- **WHAT THE TASK ASKS**:
Using the data below, output the first line and every line after it up to and including the line containing "position:absolute; left:1492px; top:10px;", exactly as written and with nothing added.
Segment Start: MATERIAL TO PROCESS
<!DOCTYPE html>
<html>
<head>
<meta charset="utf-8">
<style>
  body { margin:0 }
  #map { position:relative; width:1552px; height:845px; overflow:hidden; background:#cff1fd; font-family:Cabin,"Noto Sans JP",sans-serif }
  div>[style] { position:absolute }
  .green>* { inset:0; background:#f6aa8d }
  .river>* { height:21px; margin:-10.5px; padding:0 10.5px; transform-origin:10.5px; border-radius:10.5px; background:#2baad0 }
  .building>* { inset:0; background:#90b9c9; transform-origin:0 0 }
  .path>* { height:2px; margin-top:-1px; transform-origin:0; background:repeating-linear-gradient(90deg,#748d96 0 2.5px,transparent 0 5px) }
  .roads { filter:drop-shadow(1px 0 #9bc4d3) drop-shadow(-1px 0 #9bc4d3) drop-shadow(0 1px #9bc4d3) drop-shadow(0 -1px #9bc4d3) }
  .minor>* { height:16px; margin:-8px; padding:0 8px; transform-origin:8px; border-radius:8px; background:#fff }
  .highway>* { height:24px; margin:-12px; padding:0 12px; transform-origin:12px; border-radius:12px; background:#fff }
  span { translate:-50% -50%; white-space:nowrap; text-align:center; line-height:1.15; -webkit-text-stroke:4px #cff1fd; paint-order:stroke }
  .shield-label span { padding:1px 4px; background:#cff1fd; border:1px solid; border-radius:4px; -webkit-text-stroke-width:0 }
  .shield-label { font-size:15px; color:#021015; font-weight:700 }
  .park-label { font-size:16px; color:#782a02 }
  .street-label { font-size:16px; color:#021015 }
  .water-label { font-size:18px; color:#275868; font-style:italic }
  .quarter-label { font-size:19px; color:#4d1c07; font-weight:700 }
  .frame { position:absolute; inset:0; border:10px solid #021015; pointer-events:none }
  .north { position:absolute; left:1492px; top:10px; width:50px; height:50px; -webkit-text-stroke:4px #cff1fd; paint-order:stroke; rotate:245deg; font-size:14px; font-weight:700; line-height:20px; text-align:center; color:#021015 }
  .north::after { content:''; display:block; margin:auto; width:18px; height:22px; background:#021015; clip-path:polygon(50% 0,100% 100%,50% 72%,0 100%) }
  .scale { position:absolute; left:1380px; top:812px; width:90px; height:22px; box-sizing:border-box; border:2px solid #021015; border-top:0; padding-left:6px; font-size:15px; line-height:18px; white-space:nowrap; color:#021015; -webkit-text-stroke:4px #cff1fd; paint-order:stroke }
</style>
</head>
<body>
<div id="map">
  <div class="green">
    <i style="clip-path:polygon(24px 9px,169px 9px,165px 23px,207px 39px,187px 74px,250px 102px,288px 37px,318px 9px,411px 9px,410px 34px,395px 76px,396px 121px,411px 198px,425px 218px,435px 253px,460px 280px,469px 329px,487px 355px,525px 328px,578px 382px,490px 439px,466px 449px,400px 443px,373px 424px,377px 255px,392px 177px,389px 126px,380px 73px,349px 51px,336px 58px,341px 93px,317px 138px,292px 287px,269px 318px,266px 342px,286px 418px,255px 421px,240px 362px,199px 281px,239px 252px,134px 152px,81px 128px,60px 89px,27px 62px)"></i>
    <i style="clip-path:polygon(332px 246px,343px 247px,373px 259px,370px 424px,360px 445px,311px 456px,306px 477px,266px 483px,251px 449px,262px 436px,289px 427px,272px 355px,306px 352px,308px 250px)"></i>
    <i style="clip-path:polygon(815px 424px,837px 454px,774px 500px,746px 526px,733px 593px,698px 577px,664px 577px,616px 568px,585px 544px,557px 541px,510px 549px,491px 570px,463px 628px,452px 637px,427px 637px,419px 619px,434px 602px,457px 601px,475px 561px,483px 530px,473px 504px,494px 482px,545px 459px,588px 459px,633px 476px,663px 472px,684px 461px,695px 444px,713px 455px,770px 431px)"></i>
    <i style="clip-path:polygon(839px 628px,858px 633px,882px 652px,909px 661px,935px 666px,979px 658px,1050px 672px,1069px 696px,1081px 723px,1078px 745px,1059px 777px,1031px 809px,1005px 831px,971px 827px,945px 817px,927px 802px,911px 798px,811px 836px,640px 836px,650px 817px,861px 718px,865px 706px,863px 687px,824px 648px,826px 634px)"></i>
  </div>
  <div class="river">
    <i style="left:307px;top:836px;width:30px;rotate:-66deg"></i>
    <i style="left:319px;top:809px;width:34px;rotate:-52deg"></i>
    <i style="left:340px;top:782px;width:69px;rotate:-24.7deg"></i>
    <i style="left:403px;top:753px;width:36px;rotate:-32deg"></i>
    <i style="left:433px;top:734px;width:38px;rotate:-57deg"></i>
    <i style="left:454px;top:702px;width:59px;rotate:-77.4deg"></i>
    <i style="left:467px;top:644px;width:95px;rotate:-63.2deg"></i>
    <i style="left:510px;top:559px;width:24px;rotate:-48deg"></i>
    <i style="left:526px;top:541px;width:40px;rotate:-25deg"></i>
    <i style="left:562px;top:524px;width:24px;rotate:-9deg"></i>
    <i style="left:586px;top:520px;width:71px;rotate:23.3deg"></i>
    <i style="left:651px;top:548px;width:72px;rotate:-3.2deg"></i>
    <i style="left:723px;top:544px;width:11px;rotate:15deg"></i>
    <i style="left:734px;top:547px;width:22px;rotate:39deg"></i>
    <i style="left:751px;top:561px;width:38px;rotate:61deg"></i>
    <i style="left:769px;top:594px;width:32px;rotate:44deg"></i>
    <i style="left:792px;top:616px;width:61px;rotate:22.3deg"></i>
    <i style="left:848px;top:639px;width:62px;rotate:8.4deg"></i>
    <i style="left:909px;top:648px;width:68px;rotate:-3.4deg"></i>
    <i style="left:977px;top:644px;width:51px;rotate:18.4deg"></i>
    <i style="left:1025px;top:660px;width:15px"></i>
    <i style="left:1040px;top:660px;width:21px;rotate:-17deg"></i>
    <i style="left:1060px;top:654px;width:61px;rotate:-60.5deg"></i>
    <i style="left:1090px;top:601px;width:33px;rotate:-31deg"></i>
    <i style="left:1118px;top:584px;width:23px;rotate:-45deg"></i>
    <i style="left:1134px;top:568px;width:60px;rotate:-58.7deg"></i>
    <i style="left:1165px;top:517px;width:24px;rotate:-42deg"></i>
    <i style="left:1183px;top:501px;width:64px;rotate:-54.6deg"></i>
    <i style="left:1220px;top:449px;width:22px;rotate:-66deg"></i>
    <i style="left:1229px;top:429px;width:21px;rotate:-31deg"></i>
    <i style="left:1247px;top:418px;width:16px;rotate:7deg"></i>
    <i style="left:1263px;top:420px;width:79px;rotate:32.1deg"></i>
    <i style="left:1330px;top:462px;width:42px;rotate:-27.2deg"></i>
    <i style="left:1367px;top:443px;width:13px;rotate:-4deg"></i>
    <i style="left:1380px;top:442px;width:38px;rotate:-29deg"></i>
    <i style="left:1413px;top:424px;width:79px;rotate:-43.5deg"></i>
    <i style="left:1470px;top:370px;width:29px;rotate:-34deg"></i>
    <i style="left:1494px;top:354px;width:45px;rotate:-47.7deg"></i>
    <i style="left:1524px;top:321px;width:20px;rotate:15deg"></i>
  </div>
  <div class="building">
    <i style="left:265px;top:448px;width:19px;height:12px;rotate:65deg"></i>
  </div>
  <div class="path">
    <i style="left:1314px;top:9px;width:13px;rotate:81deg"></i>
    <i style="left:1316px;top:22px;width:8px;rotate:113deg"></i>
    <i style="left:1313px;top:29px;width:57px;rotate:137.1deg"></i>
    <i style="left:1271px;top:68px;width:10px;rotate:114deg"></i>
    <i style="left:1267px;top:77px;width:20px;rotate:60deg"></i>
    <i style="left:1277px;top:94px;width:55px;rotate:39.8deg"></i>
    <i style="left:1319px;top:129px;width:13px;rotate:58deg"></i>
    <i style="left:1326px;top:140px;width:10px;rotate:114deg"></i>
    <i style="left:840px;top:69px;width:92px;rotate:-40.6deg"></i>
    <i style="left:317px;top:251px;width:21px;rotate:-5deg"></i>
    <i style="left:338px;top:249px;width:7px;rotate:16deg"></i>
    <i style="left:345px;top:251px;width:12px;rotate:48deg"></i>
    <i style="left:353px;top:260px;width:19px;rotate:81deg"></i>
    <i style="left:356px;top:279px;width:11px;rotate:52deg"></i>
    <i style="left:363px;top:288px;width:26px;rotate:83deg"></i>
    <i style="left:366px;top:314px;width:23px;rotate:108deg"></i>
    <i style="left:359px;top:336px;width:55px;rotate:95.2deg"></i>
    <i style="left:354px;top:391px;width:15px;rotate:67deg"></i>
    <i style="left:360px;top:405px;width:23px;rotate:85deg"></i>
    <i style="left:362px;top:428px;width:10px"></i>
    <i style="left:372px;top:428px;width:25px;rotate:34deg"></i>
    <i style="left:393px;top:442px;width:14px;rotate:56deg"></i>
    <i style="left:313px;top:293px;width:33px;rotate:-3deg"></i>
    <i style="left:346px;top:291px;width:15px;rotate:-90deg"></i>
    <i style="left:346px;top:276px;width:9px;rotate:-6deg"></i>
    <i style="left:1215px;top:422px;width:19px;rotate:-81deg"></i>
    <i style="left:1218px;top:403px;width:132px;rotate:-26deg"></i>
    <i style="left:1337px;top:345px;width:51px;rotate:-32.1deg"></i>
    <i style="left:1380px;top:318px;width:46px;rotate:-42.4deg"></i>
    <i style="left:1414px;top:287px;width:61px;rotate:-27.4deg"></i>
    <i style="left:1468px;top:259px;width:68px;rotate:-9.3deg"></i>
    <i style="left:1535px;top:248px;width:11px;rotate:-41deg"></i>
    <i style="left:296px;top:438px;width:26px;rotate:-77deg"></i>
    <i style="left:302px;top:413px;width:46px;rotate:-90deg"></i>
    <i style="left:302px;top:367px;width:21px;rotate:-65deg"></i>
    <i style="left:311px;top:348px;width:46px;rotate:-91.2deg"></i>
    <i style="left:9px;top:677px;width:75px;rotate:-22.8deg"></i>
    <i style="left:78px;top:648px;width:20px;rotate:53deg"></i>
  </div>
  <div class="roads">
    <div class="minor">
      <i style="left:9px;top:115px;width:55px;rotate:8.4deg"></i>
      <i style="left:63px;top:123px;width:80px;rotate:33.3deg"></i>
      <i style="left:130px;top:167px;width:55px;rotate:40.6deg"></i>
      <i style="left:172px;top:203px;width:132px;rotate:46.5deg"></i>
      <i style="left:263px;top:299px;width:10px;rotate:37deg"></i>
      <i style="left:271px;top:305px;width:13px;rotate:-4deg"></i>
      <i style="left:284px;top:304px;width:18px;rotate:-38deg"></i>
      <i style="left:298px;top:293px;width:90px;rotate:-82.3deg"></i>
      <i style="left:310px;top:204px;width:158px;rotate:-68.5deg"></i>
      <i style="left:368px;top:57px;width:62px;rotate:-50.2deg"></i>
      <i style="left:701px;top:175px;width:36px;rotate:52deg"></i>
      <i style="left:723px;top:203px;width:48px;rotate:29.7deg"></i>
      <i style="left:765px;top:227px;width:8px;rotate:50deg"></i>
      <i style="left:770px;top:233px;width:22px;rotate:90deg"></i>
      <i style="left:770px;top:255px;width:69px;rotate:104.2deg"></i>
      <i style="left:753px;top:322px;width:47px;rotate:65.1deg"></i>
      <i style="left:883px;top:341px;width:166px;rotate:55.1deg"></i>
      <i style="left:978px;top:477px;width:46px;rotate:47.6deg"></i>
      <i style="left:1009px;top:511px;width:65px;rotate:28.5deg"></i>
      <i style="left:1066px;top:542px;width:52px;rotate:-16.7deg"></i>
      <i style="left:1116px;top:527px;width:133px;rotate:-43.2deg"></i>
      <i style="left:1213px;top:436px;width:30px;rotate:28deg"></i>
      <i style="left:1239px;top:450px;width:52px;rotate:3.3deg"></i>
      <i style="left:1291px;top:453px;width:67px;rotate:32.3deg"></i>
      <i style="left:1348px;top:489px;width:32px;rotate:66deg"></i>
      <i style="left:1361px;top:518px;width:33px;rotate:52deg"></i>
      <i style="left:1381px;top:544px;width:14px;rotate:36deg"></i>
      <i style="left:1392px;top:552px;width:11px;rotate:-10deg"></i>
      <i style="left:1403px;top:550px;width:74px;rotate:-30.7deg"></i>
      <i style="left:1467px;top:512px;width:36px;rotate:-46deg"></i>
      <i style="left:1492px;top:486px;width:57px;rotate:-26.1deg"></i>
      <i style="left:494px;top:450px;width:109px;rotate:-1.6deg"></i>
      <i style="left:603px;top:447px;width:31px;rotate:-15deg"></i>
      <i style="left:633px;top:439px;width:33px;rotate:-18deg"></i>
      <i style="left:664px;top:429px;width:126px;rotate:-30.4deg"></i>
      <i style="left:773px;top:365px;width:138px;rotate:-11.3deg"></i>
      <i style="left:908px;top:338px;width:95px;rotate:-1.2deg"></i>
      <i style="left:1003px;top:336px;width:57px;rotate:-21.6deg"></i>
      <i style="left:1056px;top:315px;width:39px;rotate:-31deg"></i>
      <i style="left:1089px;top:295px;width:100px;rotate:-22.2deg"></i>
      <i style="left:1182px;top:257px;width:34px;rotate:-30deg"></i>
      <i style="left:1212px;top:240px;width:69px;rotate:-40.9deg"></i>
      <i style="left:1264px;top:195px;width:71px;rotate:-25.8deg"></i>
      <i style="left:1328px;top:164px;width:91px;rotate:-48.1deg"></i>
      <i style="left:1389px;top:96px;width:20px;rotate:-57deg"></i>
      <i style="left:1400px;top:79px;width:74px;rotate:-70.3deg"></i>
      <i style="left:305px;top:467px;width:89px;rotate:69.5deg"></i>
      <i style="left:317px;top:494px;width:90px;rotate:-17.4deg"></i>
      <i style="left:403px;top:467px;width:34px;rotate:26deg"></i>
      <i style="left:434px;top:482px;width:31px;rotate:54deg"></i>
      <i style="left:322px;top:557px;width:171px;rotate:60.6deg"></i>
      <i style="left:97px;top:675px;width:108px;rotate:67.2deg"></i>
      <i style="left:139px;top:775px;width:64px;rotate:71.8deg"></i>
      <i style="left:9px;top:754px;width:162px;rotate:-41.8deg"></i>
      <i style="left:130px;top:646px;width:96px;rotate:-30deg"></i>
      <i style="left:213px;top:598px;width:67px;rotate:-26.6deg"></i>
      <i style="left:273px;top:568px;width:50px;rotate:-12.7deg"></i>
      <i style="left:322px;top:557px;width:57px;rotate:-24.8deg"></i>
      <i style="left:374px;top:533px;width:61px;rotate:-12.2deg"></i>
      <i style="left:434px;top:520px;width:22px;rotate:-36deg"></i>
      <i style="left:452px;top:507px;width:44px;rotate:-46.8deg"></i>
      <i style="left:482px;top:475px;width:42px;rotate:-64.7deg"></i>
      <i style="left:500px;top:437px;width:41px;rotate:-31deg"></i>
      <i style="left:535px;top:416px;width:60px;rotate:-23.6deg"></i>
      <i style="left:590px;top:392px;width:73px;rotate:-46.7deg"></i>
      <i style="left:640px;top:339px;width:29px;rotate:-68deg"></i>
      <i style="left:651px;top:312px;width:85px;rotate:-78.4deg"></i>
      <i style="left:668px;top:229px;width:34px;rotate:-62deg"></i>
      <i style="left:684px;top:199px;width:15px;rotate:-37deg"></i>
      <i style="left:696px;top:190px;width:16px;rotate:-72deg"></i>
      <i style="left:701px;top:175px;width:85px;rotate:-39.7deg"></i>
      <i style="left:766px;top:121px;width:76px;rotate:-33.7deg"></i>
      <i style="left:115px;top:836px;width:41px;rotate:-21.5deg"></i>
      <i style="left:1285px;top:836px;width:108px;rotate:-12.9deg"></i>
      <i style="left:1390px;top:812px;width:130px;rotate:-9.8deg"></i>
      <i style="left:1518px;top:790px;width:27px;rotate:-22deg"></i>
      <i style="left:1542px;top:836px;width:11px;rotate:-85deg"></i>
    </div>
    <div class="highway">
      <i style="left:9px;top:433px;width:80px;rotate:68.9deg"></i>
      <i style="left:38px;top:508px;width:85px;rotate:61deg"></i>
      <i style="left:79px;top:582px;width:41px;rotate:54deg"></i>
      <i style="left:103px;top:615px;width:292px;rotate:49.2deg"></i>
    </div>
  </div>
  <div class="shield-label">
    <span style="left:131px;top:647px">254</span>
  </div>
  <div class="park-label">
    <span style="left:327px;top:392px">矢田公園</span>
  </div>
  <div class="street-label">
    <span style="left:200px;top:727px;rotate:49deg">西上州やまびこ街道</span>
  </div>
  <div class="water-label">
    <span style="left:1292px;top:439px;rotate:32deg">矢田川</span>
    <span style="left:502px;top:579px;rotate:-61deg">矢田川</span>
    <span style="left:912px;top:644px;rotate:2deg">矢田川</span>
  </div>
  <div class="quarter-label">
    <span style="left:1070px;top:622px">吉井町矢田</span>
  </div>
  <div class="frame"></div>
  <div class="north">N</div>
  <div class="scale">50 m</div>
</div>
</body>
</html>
Segment End: MATERIAL TO PROCESS
- **OUTPUT**:
<!DOCTYPE html>
<html>
<head>
<meta charset="utf-8">
<style>
  body { margin:0 }
  #map { position:relative; width:1552px; height:845px; overflow:hidden; background:#cff1fd; font-family:Cabin,"Noto Sans JP",sans-serif }
  div>[style] { position:absolute }
  .green>* { inset:0; background:#f6aa8d }
  .river>* { height:21px; margin:-10.5px; padding:0 10.5px; transform-origin:10.5px; border-radius:10.5px; background:#2baad0 }
  .building>* { inset:0; background:#90b9c9; transform-origin:0 0 }
  .path>* { height:2px; margin-top:-1px; transform-origin:0; background:repeating-linear-gradient(90deg,#748d96 0 2.5px,transparent 0 5px) }
  .roads { filter:drop-shadow(1px 0 #9bc4d3) drop-shadow(-1px 0 #9bc4d3) drop-shadow(0 1px #9bc4d3) drop-shadow(0 -1px #9bc4d3) }
  .minor>* { height:16px; margin:-8px; padding:0 8px; transform-origin:8px; border-radius:8px; background:#fff }
  .highway>* { height:24px; margin:-12px; padding:0 12px; transform-origin:12px; border-radius:12px; background:#fff }
  span { translate:-50% -50%; white-space:nowrap; text-align:center; line-height:1.15; -webkit-text-stroke:4px #cff1fd; paint-order:stroke }
  .shield-label span { padding:1px 4px; background:#cff1fd; border:1px solid; border-radius:4px; -webkit-text-stroke-width:0 }
  .shield-label { font-size:15px; color:#021015; font-weight:700 }
  .park-label { font-size:16px; color:#782a02 }
  .street-label { font-size:16px; color:#021015 }
  .water-label { font-size:18px; color:#275868; font-style:italic }
  .quarter-label { font-size:19px; color:#4d1c07; font-weight:700 }
  .frame { position:absolute; inset:0; border:10px solid #021015; pointer-events:none }
  .north { position:absolute; left:1492px; top:10px; width:50px; height:50px; -webkit-text-stroke:4px #cff1fd; paint-order:stroke; rotate:245deg; font-size:14px; font-weight:700; line-height:20px; text-align:center; color:#021015 }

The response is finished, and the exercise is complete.